** Extracted information **
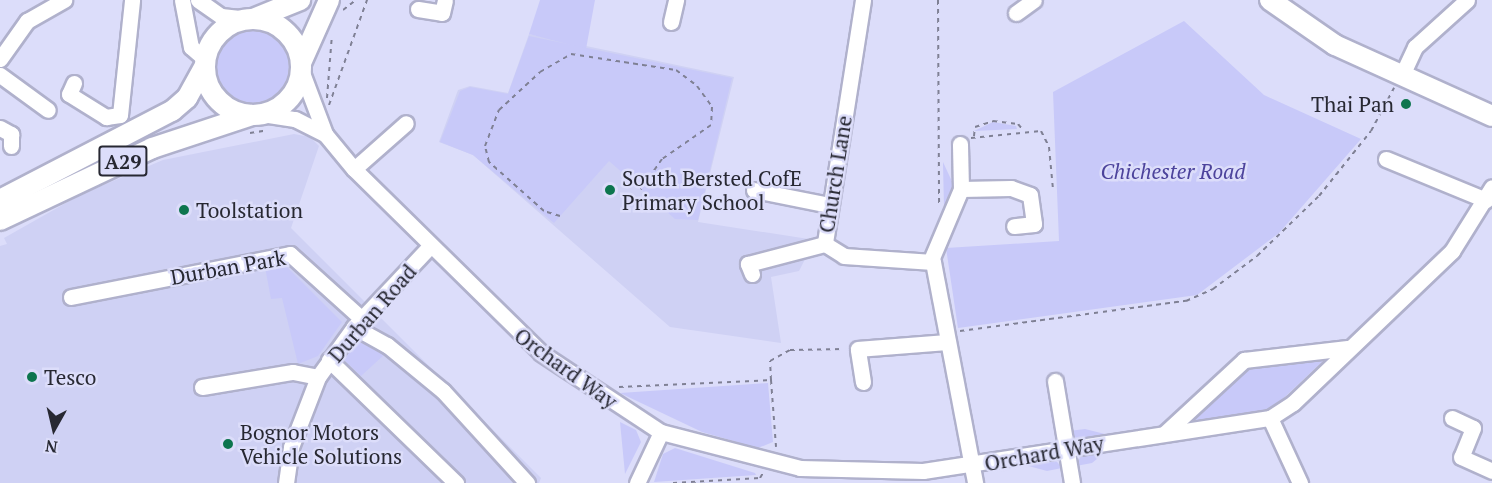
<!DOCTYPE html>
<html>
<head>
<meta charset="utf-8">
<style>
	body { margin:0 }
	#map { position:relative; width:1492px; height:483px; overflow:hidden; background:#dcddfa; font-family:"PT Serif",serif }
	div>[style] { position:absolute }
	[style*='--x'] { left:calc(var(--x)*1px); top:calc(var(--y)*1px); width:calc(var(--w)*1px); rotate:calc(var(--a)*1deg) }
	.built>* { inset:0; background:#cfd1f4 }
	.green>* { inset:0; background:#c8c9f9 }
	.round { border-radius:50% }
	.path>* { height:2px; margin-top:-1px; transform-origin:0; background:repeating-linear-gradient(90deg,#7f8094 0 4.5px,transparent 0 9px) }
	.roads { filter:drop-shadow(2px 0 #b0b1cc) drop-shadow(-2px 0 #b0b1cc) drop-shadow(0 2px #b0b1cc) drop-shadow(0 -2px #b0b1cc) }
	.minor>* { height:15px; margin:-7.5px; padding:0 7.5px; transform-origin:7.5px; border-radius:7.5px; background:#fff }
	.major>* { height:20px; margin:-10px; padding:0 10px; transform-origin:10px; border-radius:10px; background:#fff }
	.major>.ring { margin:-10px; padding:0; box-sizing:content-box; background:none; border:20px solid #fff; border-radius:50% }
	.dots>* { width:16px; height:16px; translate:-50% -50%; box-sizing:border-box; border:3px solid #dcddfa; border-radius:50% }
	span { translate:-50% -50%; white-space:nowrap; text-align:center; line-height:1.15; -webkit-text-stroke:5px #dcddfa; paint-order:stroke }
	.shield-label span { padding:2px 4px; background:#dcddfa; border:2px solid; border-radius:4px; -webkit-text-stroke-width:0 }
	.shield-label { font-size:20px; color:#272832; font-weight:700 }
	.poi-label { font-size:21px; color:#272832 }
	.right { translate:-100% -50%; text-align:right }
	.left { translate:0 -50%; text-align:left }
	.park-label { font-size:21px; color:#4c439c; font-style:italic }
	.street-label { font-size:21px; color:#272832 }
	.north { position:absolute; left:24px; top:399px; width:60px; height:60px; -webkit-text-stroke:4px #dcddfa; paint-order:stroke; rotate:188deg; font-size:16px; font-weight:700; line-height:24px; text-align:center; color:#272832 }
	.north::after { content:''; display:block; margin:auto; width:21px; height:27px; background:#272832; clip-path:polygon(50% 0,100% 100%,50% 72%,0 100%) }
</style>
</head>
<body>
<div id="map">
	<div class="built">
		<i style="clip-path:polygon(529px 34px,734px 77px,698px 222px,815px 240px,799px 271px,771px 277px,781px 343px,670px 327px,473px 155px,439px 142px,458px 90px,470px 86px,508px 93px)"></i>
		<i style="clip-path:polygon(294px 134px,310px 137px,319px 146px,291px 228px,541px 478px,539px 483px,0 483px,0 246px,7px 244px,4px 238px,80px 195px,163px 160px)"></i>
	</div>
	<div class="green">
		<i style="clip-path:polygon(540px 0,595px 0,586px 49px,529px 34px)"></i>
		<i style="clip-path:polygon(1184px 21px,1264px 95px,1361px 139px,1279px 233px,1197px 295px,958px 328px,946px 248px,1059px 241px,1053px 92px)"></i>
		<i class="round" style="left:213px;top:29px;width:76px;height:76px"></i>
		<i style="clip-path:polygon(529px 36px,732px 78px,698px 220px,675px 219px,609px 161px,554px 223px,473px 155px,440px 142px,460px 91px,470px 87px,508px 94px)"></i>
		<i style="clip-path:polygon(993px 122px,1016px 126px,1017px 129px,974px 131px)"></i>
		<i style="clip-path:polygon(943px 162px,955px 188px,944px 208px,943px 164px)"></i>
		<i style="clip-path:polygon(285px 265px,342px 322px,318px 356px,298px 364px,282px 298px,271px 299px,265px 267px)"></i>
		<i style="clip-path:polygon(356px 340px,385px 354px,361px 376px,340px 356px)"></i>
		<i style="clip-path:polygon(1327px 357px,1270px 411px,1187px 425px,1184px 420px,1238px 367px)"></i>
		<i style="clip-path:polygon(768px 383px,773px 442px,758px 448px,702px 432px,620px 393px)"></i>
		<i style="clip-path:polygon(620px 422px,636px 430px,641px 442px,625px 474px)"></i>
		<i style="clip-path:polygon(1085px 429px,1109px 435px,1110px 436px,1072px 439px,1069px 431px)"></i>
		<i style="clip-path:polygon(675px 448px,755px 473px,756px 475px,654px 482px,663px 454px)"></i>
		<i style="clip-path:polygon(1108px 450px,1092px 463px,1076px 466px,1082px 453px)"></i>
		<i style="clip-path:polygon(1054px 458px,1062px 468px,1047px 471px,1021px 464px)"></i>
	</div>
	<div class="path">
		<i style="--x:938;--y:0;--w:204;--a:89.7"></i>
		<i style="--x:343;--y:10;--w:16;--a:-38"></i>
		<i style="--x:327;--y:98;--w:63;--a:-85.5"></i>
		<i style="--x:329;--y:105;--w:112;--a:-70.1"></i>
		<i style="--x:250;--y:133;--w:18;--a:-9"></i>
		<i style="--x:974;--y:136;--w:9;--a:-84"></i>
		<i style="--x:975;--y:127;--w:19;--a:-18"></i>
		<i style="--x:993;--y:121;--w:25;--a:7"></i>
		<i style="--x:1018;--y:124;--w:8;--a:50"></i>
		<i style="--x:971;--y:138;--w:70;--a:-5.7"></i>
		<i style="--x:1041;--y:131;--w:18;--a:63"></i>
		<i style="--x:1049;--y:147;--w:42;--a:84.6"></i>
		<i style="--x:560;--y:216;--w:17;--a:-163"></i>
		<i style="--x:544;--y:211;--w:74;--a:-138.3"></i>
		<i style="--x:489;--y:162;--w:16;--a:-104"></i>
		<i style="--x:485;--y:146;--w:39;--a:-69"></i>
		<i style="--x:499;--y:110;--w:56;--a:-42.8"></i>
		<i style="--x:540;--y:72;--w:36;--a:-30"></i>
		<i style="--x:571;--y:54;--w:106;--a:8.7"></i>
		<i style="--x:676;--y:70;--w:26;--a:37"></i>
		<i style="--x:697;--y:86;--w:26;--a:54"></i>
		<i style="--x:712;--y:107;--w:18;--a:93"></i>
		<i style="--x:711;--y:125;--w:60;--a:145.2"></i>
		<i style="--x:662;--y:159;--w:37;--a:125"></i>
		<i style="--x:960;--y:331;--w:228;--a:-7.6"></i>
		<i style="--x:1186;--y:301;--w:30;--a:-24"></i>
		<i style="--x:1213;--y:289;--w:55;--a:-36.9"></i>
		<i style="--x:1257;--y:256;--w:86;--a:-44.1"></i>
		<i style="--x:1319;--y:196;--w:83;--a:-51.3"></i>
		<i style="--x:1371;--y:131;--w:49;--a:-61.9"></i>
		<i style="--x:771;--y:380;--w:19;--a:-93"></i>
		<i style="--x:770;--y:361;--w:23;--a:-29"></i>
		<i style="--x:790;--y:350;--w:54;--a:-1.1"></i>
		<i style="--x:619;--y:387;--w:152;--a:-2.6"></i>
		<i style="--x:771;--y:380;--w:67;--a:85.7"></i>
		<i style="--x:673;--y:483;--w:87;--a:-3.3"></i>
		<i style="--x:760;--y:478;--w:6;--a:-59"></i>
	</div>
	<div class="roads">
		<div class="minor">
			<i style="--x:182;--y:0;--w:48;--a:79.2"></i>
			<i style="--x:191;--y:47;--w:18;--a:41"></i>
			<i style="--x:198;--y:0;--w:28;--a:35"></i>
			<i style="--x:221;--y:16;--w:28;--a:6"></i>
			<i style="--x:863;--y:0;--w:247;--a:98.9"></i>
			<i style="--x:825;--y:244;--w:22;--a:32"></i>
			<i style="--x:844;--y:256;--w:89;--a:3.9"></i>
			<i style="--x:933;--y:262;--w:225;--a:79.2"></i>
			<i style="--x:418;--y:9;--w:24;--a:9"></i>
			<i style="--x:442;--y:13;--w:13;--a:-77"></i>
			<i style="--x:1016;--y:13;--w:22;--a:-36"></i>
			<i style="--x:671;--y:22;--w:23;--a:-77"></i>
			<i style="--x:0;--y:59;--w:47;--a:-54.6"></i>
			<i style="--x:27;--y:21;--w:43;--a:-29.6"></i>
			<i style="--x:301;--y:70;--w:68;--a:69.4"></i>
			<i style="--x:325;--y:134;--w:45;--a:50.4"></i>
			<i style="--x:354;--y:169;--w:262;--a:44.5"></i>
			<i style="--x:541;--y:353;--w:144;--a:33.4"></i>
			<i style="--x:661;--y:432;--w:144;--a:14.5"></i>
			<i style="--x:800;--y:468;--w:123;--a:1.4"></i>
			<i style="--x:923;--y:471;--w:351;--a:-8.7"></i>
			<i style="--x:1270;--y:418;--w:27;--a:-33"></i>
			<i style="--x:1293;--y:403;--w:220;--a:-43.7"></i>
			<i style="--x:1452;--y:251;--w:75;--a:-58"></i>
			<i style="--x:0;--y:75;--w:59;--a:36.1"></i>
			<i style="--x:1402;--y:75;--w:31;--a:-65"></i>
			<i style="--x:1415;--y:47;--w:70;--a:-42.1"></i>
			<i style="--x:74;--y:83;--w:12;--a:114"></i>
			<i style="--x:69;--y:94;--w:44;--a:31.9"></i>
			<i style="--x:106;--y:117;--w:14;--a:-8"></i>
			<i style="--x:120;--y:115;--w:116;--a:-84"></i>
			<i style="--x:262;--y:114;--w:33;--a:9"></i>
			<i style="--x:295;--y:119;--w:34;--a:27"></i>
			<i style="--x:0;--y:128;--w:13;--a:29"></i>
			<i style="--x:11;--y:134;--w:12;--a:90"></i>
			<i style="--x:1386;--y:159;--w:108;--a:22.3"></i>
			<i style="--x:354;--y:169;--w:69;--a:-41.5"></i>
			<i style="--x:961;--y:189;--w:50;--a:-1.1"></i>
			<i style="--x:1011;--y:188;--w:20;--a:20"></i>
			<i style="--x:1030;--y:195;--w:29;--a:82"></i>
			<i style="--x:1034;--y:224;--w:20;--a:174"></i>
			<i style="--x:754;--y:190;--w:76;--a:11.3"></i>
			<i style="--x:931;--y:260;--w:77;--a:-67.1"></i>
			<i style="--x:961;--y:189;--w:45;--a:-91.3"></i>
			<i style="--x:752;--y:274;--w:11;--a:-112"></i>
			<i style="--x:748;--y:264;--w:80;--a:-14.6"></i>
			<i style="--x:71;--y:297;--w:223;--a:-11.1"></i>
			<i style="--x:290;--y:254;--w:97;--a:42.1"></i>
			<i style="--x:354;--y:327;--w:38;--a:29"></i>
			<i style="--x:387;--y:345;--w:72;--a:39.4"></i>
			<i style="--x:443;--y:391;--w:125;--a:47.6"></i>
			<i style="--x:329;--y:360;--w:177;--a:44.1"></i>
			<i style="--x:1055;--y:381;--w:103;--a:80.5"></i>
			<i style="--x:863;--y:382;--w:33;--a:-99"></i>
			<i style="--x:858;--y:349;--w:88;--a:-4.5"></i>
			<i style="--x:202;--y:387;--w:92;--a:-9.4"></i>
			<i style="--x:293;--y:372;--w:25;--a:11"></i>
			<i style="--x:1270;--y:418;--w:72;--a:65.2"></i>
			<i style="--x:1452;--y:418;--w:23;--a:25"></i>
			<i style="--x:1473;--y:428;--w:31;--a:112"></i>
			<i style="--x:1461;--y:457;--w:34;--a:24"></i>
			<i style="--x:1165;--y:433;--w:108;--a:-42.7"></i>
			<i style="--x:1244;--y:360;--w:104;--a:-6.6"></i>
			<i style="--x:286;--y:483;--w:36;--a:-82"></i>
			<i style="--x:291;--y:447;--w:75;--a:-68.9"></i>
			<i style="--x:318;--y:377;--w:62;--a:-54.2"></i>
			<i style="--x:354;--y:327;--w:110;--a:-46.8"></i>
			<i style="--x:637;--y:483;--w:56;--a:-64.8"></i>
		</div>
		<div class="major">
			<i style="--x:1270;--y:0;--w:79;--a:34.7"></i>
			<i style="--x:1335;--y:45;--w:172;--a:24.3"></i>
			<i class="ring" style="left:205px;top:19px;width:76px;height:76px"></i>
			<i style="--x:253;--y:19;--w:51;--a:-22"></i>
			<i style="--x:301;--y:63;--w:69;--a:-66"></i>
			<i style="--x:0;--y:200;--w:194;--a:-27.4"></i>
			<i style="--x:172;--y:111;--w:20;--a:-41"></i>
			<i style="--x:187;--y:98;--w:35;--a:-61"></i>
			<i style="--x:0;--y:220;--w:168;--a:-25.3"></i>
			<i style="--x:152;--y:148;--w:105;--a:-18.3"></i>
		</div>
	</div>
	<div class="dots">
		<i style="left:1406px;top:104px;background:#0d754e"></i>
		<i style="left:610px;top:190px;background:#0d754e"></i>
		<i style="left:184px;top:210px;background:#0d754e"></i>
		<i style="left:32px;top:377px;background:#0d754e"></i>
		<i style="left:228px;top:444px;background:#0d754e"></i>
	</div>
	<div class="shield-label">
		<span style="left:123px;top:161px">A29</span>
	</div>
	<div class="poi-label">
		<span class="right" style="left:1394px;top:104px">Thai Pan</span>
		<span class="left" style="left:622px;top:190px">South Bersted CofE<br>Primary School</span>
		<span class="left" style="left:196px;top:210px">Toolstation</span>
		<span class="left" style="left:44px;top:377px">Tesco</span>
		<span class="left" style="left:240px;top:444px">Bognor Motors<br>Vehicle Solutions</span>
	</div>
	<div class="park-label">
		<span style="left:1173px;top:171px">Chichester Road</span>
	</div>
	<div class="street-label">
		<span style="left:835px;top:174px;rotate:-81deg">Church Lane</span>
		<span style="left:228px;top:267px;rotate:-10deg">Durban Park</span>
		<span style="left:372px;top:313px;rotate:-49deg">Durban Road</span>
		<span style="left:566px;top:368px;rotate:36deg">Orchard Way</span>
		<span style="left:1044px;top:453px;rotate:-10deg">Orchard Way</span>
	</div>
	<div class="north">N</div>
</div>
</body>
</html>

** Work to be completed **
Scan the lines above, and whenever one holds the string "roads", copy it.

** Worked solution **
	.roads { filter:drop-shadow(2px 0 #b0b1cc) drop-shadow(-2px 0 #b0b1cc) drop-shadow(0 2px #b0b1cc) drop-shadow(0 -2px #b0b1cc) }
	<div class="roads">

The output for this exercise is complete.